Friday, 27 September 2013

Scan fear...

The pessimist complains about the wind; the optimist expects it to change; the realist adjusts the sails.
 
 
 
I have in the last couple of weeks outlined my 2 year journey with breast cancer. Obviously I have been fairly concise,(believe me there was a lot more I could have said) but I'm confident that readers have got the picture. It's not as straight forward and "curable" as recent media hype would have us believe. It's complex and dangerous and yes it kills. For these reasons women should be acutely aware of what they may be facing should they end up with this horrible illness. With this awareness they can "adjust the sails".
 
 
 To come completely up to date this post will look at what's been happening in the last few months.

After my recovery from surgery I went back for another scan in March. Part of me ( a very small part of me) was wondering if there was any chance that these nodules could be benign. There had been no biopsy done and they had remained the same size during chemo whilst the breast tumour had grown! I know that many people close to me were wondering( and hoping for) the same thing. There is nothing whatsoever wrong with hope but preparation for reality not being what you wanted is equally important. I was fully prepared for such reality. I found out in April that my lung tumours had grown and that there were new ones. So it was time to talk more chemo. It was decided that I should go onto weekly doses of a chemo called paclitaxel. It was thought best to go for weekly doses as the doctor didn't think that my body would cope with larger doses every 3 weeks. So far so good. I have been very active and have felt really good in the last couple of months. My white blood count has not always recovered and I have missed a few but on the whole, if this is chemo then I can live with it. I am a bit bored with the head scarves but again I can deal with it.
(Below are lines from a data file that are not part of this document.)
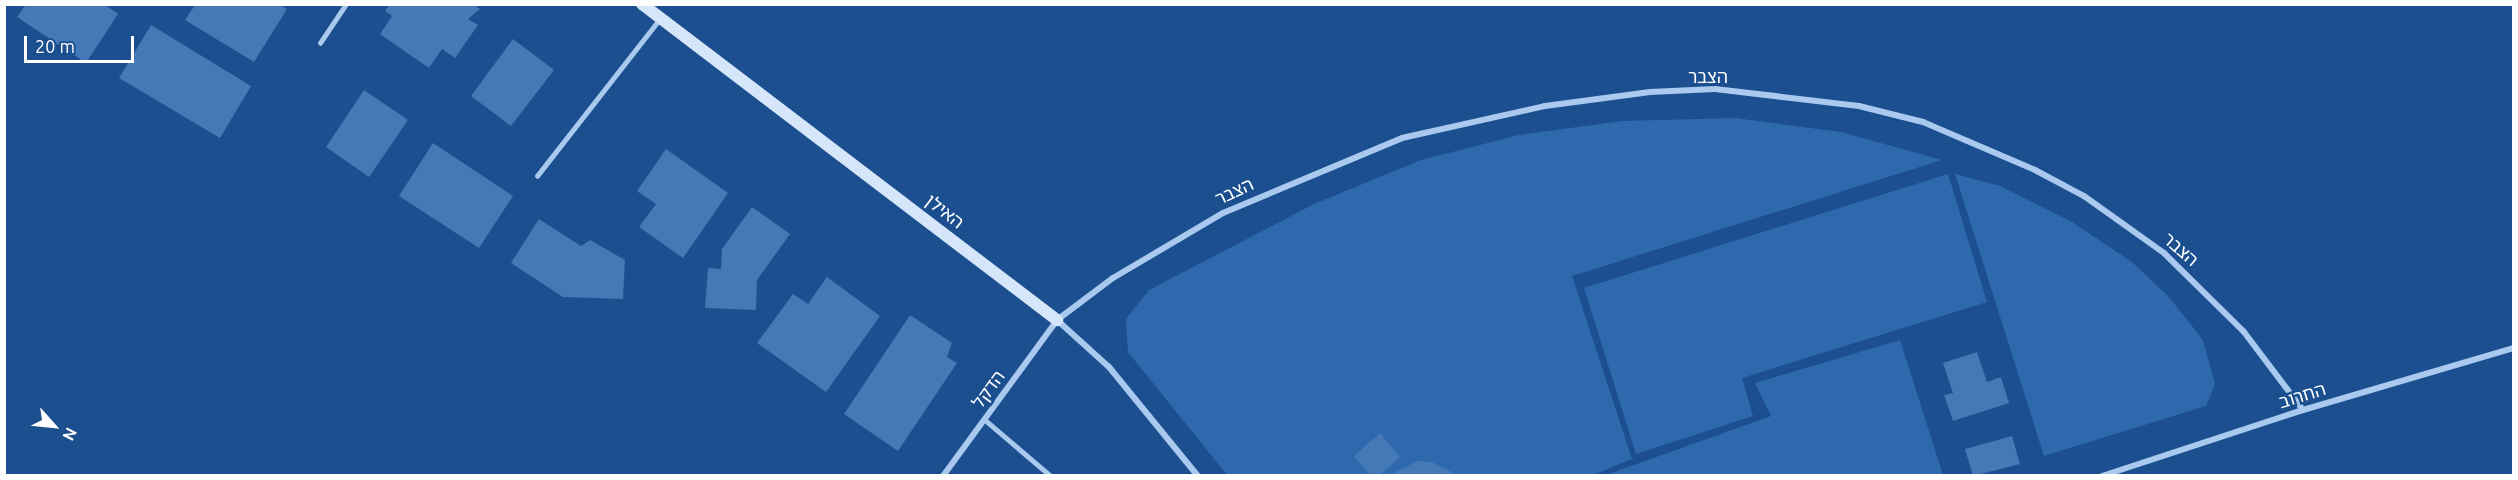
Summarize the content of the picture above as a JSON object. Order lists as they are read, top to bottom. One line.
{"streets":{"street":["הצבר","האילן","הדקל","החרוב"]},"crossings":[["הצבר","האילן"],["הצבר","הדקל"],["הצבר","החרוב"],["האילן","הדקל"]],"scale_bar":"20 m","north":"bottom right"}
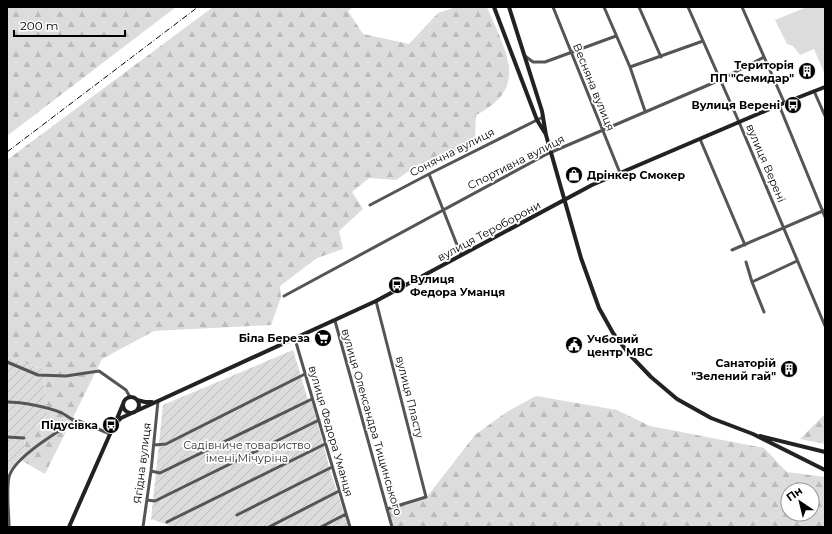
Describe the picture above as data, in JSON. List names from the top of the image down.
{
  "streets": {
    "main road": ["вулиця Тероборони"],
    "street": [
      "Весняна вулиця",
      "Сонячна вулиця",
      "Спортивна вулиця",
      "вулиця Верені",
      "вулиця Пласту",
      "вулиця Олександра Тищинського",
      "вулиця Федора Уманця",
      "Ягідна вулиця"
    ]
  },
  "crossings": [
    ["Весняна вулиця", "Спортивна вулиця"],
    ["Весняна вулиця", "вулиця Тероборони"],
    ["Спортивна вулиця", "вулиця Верені"],
    ["вулиця Верені", "вулиця Тероборони"],
    ["вулиця Тероборони", "вулиця Пласту"],
    ["вулиця Тероборони", "вулиця Олександра Тищинського"],
    ["вулиця Тероборони", "вулиця Федора Уманця"],
    ["вулиця Тероборони", "Ягідна вулиця"],
    ["вулиця Пласту", "вулиця Олександра Тищинського"]
  ],
  "parks": ["Садівниче товариство імені Мічуріна"],
  "places": {
    "building": ["Територія ПП \"Семидар\"", "Санаторій \"Зелений гай\""],
    "bus stop": ["Вулиця Верені", "Вулиця Федора Уманця", "Підусівка"],
    "shop": ["Дрінкер Смокер"],
    "supermarket": ["Біла Береза"],
    "public building": ["Учбовий центр МВС"]
  },
  "scale_bar": "200 m",
  "north": "top left"
}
I am almost half way through the 18 week regime and am now awaiting the mid way scan results. I had my scan 12 days ago and am most likely getting the results tomorrow. The best outcome will be shrinkage and the worst will be growth and spread. I would love to say that I am living the words of F Scott Fitzgerald and Buddha but it would be a lie. I am a wreck. For people who go through these scans it is probably the worst time of their lives. The rational side of the brain copes, the other bit is a minefield. In the last few days I have self diagnosed multiple tumours in all parts of my body and I have the pains to back it up. The mind is a powerful thing. I found out today that a woman I have become friends with at the chemo clinic and who has the same type of cancer as me, had a very positive scan result. Great news. It should give me strength and hope. In my rational mind it does. Janette is receiving the same drug as me for the same type of cancer and it is working. It may well be working for me. But today I am in not in possession of rational thought. Today I am crazy and lacking in intelligence. Today my head tells me that Janette got all the good news, there's only bad news left for me. This is the power of the mind and this is the reality of living with cancer. My next step on this journey is to find ways of coping with these days. They will be here again. I am starting a meditation class on Wednesday and I am intending to explore other avenues which could preserve my sanity (and energy) in the future. These are the things that are not explained to you when you are diagnosed. These are the things that we need the most help with. I will be sharing my findings and I am hopeful that there are measures that I can take which will help me and then, through this blog help others.

SO, just in case Janette didn't really get ALL the good news, keep your fingers crossed for me.